You could say Joseph is called to be a foster-father of sorts—to adopt and care for and protect Jesus as his own. He certainly does a good job of that especially in the flight to Egypt. So Joseph is sometimes called the guardian of Jesus. Notice too that Joseph is addressed by the angel as ‘Son of David’.

So, there’s something going on here to do with the fulfilment of the covenant that God made with David—that by Joseph becoming Jesus’ legal father the rightful King will come to his throne. But connected to this in the text, we read of a very specific task Joseph is given, which is the naming of Jesus: ‘Do not be afraid to take Mary as your wife, for the child conceived in her is from the Holy Spirit. She will bear a son, and you are to name him… Jesus…’

Now, you’ve probably noticed that names seem to carry a lot more significance in the culture and time of the Bible than they do for us today in our culture. But even today we still often spend a lot of time thinking about what to name our children, don’t we? It’s fairly important to us. Just imagine if someone tried to restrict this freedom. Imagine if the government tried to tell people what they could and couldn’t name their children! We seem to instinctively know there’s something very important about names, and so there is a certain honour and gravity in the giving of a name.

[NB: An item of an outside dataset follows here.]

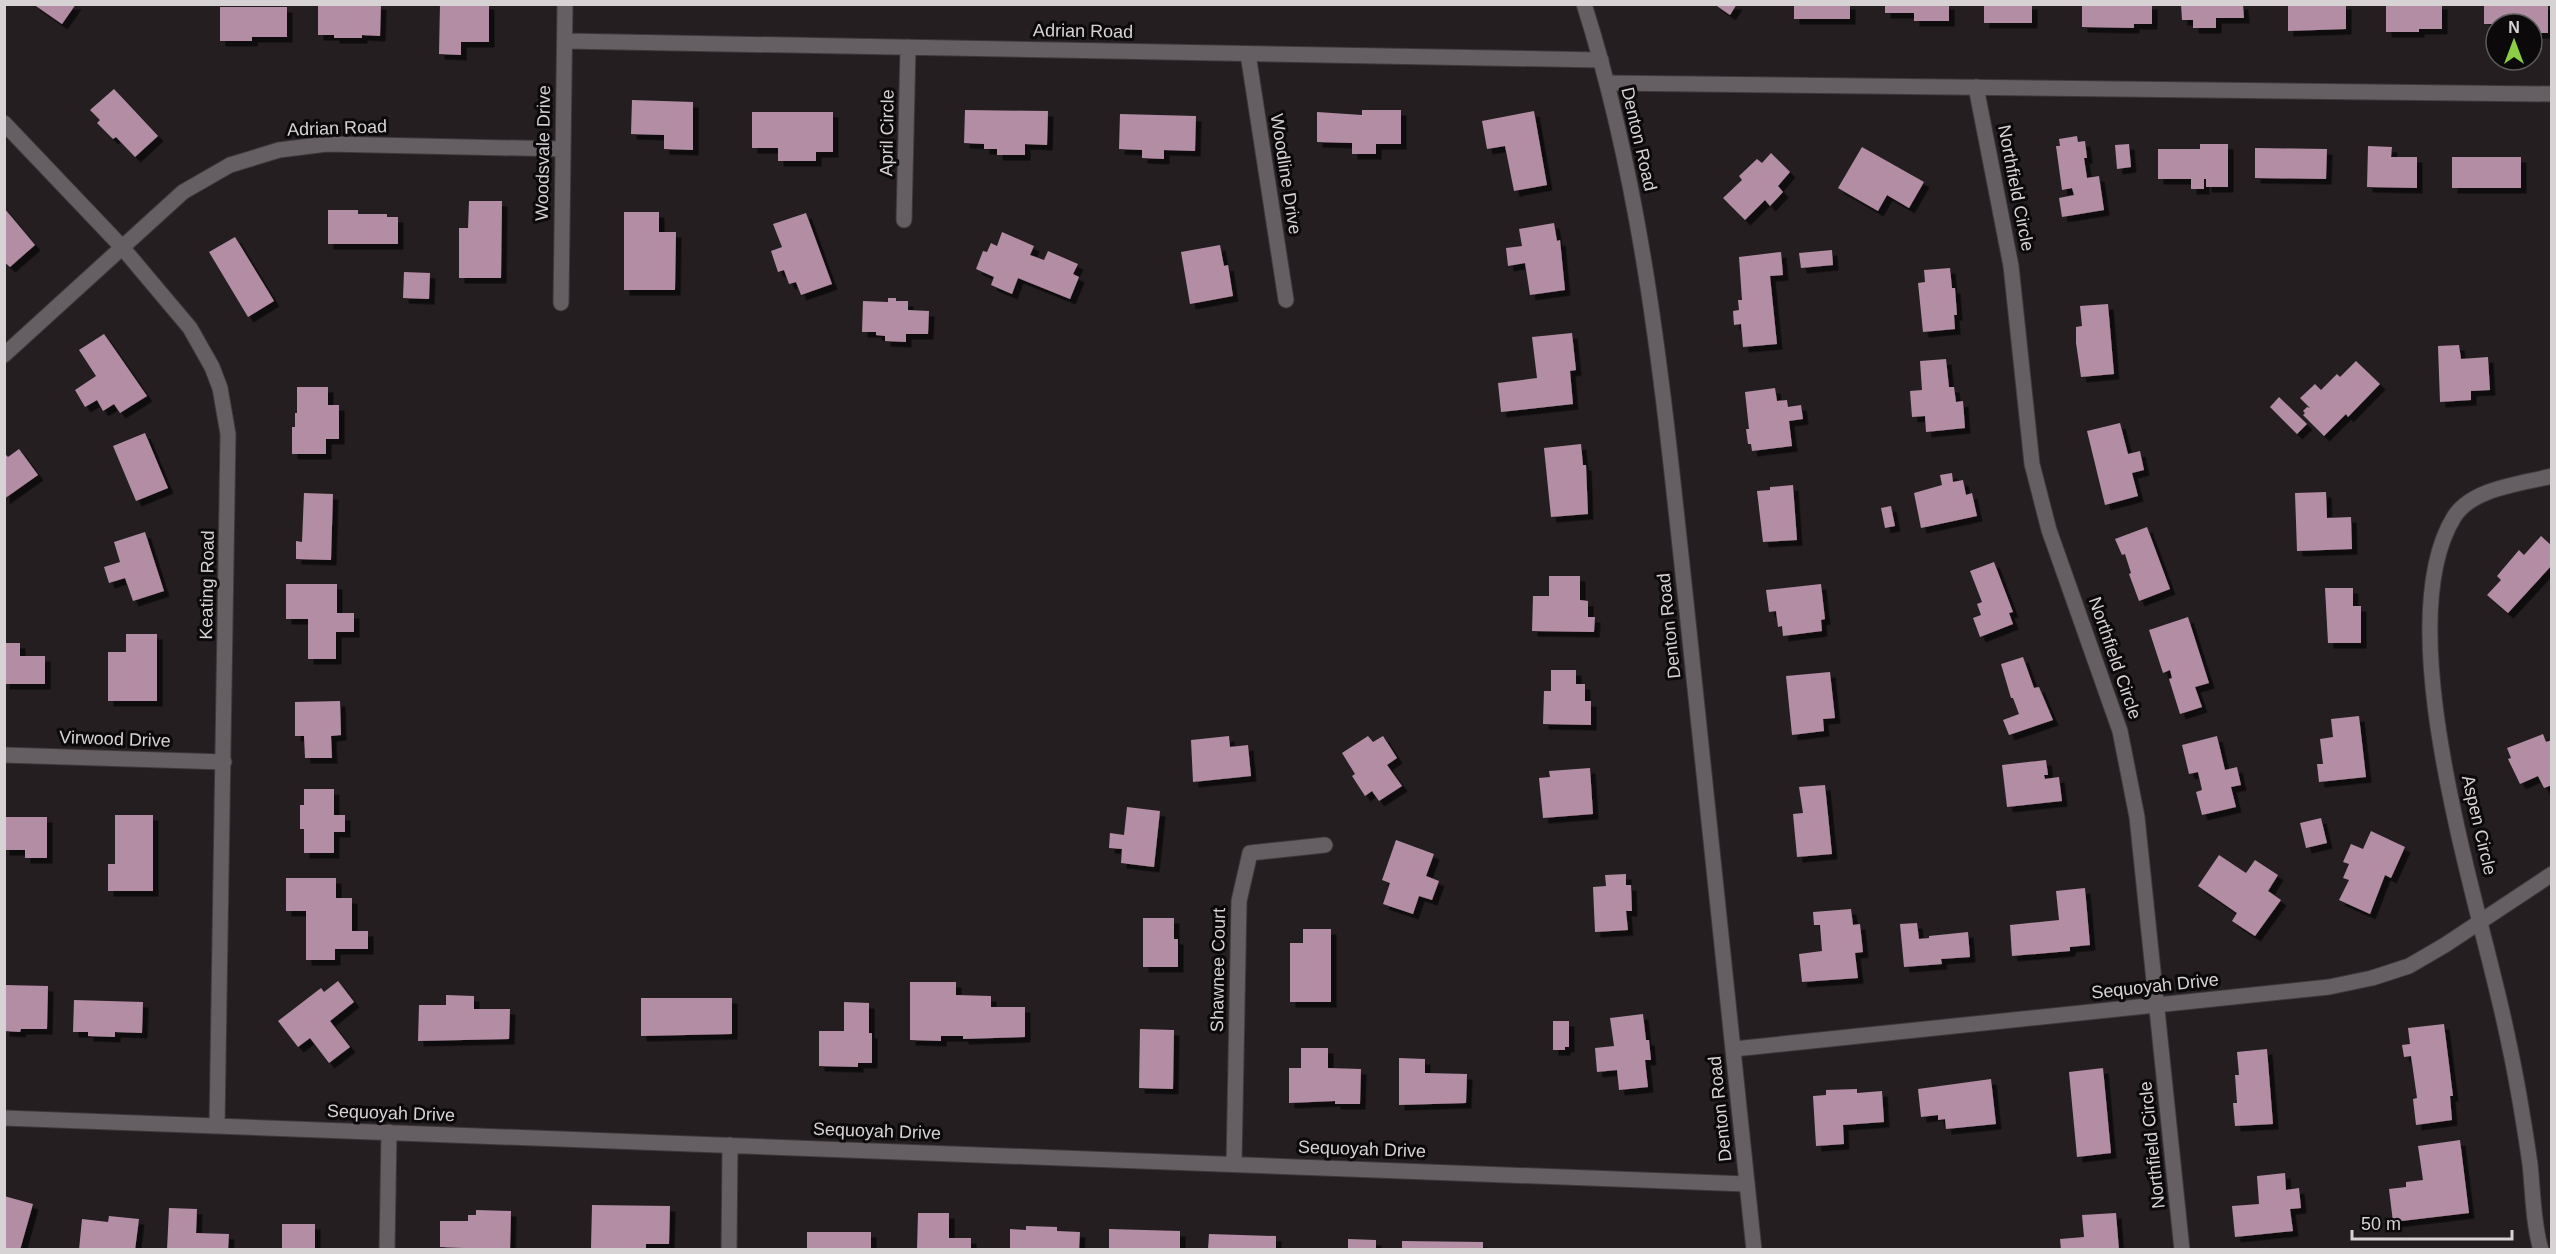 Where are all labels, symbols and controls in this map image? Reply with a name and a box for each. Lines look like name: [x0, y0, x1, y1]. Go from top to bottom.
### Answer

So Joseph’s task is to name the child, not using a name of his own choosing, but with the name the Lord supplies: ‘You are to name him Jesus, for he will save his people from their sins.’

Let’s think a little about the name Joseph is to give the child. The name ‘Jesus’ comes from two Hebrew words, which together mean ‘the Lord saves’. Notice the emphasis in his name—Jesus comes to save. This is who he is; this is his work; this is his mission. He comes to save his people. He comes to save you.

Jesus does other things. He teaches, he heals, he works miracles, and so on. But everything else serves this main purpose of being the Saviour. This is no small point. Just about everyone is willing to acknowledge Jesus in some way—as a great teacher, as a spiritual guru, or as a nice guy. But the only way to truly know him is as the Saviour.

The reason that it’s difficult to acknowledge him as Saviour is that it also requires realising your problem is much deeper than you think. So, for example, if all we need is a bit more information and guidance, then Jesus the teacher will do. But if our problem is that actually we are broken from the core; if our condition is terminal, then we need a Saviour. And notice what he saves from!

Many people of that time were hoping for a saviour—a saviour from the Romans, a saviour from their enemies, a saviour from all the problems out there. But the angel says he comes to save his people from their sins. Salvation is about delivering us from the problem inside of us—in our sinful hearts.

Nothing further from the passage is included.